Fabrício de Souza e a tia Val de Almeida, sobrinho e irmã do ex-governador de Roraima Antonio Denarium, estão entre os seis réus investigados pelos crimes em território indígena localizado na fronteira com a Venezuela

O empresário Fabrício de Souza Almeida, sobrinho do ex-governador de Roraima Antonio Denarium (Republicanos), é apontado pela Polícia Federal como chefe de uma organização criminosa que financiava o garimpo ilegal em território indígena Yanomami.

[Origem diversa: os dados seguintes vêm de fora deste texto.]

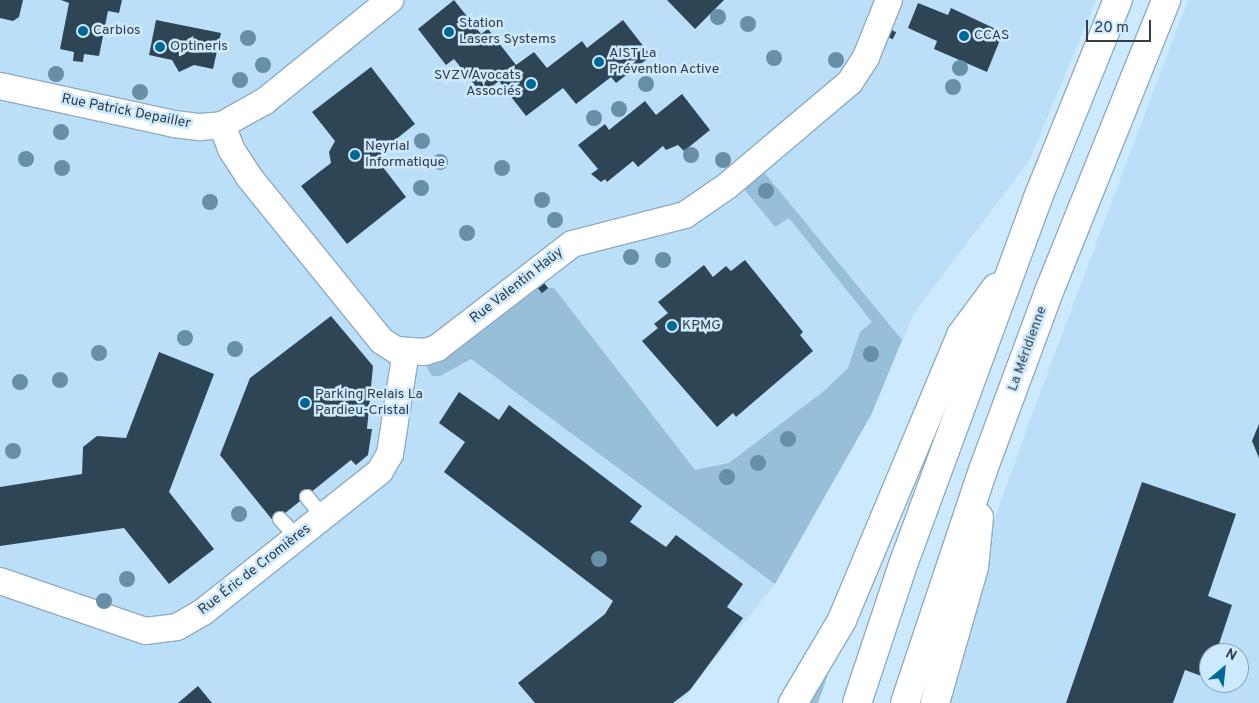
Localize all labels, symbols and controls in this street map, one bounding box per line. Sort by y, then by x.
scale bar [1089,10,1154,42]
place label: Station Lasers Systems [459,16,556,48]
text: 20 m [1094,19,1129,38]
place label: Carbios [93,23,141,39]
marker: Carbios [77,25,89,37]
marker: Station Lasers Systems [443,26,455,38]
place label: CCAS [974,28,1009,44]
marker: CCAS [958,30,970,42]
place label: Optineris [170,39,228,55]
marker: Optineris [154,41,166,53]
place label: AIST La Prévention Active [609,46,720,78]
marker: AIST La Prévention Active [593,56,605,68]
place label: SVZV Avocats Associés [433,68,521,100]
marker: SVZV Avocats Associés [525,78,537,90]
street label: Rue Patrick Depailler [60,91,192,133]
place label: Neyrial Informatique [365,139,445,172]
marker: Neyrial Informatique [349,149,361,161]
street label: Rue Valentin Haüy [467,244,567,328]
street label: La Méridienne [1005,304,1051,394]
place label: KPMG [682,318,721,334]
marker: KPMG [666,320,678,332]
place label: Parking Relais La Pardieu-Cristal [315,387,423,420]
marker: Parking Relais La Pardieu-Cristal [299,397,311,409]
street label: Rue Éric de Cromières [196,521,314,619]
north arrow [1199,643,1249,693]
text: N [1222,645,1239,665]

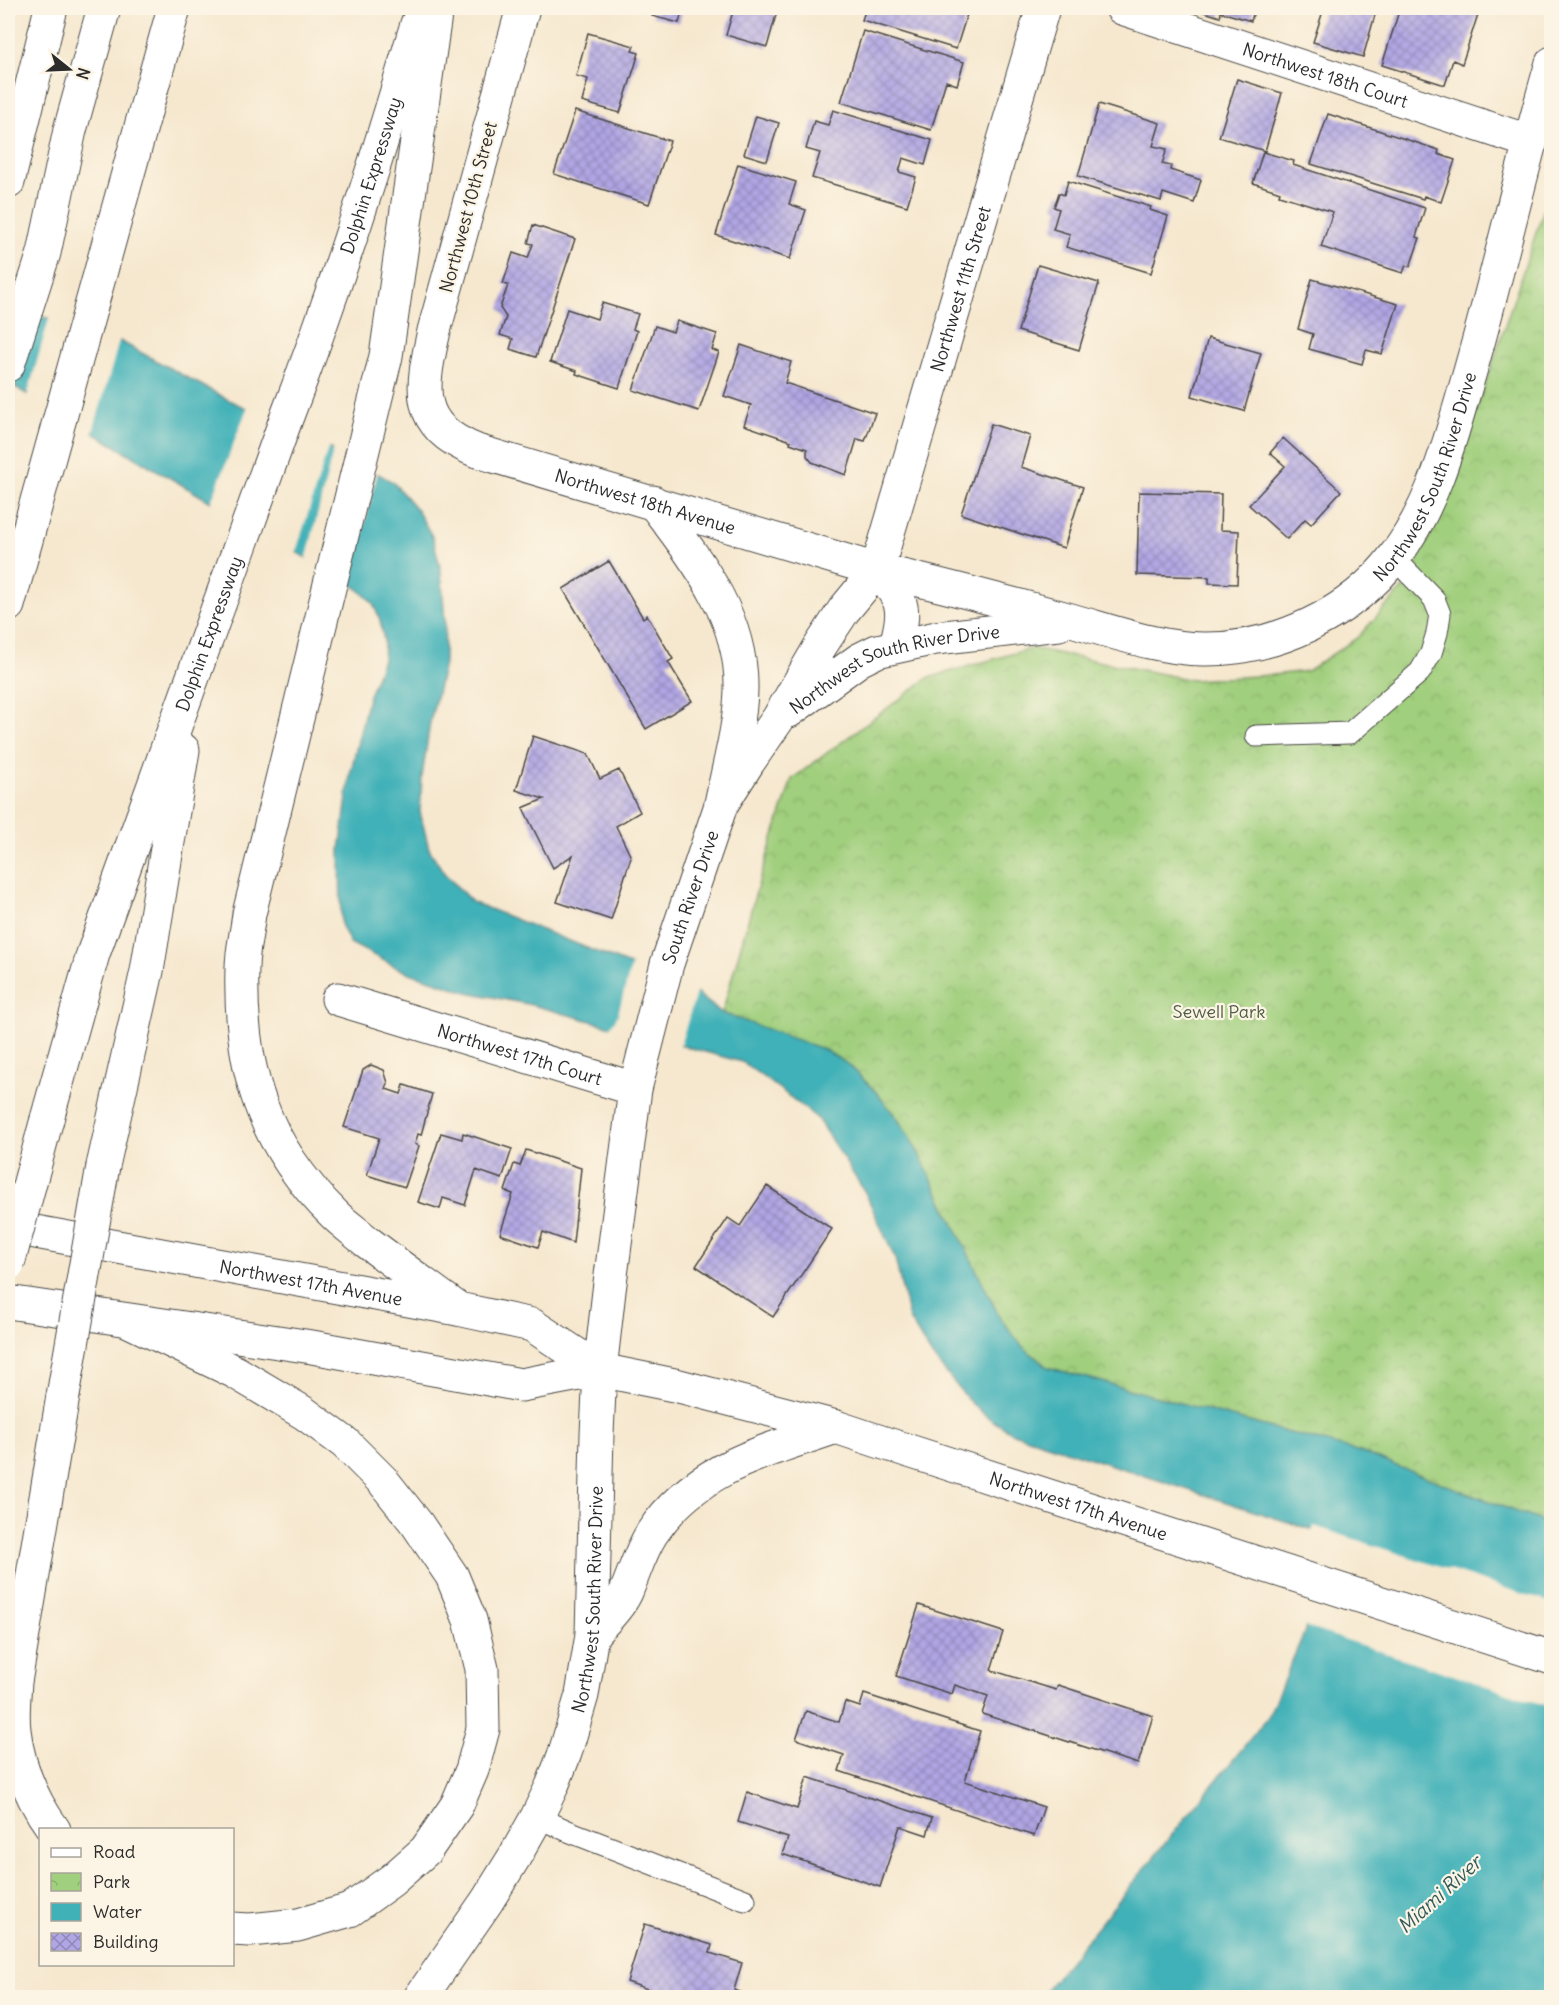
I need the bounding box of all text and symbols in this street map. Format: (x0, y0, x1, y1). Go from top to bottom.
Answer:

A investigação foi obtida em detalhes pelo G1.
Além de Almeida, se tornaram réus a tia do empresário, Vanda Garcia de Almeida, além de João Alisson de Sousa Alencar Lima, Paulo Pessoa Silva, Rafael Silva Souza e Wellington de Oliveira Castro.
O sobrinho de Denarium e mais cinco respondem criminalmente por lavagem de dinheiro, organização criminosa e usurpação de bens da União. Somadas, as penas podem chegar a mais de 20 anos de prisão.

Almeida e Vanda também foram alvos da Operação Bal da PF, em fevereiro de 2023. À época, os agentes buscavam provas sobre lavagem de dinheiro envolvendo a venda de ouro ilegal.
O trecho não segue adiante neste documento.